◆ EXERCISE:
Each line containing the string "down" should be copied out of the entries.

Collection entries
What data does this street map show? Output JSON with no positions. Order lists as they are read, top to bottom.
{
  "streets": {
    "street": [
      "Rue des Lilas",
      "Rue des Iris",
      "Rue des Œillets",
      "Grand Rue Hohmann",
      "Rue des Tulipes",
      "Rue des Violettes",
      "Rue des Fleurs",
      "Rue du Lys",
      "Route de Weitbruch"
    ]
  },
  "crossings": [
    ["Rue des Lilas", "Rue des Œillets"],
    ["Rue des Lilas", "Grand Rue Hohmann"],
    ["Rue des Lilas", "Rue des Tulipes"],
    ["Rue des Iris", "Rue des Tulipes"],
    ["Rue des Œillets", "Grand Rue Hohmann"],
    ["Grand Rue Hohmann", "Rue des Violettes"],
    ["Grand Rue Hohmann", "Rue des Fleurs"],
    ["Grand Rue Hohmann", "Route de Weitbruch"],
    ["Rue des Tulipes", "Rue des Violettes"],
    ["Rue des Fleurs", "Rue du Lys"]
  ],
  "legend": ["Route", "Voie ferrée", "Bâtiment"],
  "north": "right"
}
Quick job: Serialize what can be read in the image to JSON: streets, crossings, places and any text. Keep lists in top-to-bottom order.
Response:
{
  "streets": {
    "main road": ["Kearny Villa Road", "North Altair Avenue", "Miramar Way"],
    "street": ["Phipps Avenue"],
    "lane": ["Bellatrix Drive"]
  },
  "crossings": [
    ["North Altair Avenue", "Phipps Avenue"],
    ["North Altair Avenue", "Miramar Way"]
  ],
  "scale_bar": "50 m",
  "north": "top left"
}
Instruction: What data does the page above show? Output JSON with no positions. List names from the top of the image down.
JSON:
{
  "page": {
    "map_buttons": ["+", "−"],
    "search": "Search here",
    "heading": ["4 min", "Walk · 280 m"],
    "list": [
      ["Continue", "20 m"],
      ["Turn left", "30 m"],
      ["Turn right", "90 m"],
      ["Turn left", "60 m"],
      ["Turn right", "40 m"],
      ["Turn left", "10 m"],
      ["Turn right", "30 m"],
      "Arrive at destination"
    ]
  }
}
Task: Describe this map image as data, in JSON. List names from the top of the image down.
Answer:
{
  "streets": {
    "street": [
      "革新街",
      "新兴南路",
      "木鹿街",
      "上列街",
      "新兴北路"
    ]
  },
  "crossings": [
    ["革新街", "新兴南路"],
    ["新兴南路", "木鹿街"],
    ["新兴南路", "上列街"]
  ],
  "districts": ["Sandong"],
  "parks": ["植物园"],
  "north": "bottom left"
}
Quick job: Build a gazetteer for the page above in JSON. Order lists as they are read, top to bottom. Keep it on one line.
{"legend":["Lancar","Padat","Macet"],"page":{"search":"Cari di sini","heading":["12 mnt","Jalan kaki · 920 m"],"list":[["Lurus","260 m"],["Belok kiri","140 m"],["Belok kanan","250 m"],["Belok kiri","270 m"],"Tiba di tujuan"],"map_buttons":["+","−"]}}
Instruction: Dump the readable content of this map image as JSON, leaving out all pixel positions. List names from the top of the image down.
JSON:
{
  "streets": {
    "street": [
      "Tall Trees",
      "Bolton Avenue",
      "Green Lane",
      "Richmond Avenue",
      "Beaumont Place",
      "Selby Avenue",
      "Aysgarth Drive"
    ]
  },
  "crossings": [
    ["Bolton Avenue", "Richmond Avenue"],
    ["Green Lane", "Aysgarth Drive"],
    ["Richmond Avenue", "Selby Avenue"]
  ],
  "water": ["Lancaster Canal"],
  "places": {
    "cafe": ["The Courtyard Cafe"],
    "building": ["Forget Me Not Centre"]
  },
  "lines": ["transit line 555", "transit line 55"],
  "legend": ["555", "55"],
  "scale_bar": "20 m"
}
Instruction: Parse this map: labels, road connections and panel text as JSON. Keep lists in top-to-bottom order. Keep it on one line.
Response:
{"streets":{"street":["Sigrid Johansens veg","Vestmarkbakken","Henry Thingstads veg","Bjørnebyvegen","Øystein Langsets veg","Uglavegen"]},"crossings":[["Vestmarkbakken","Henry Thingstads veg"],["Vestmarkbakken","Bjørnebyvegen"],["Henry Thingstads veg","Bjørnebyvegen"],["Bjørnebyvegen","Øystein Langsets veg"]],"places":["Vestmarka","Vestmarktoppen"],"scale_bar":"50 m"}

◆ PROBLEM SOLUTION:
Instruction: What data does the page above show? Output JSON with no positions. List names from the top of the image down.
Task: Describe this map image as data, in JSON. List names from the top of the image down.
Instruction: Dump the readable content of this map image as JSON, leaving out all pixel positions. List names from the top of the image down.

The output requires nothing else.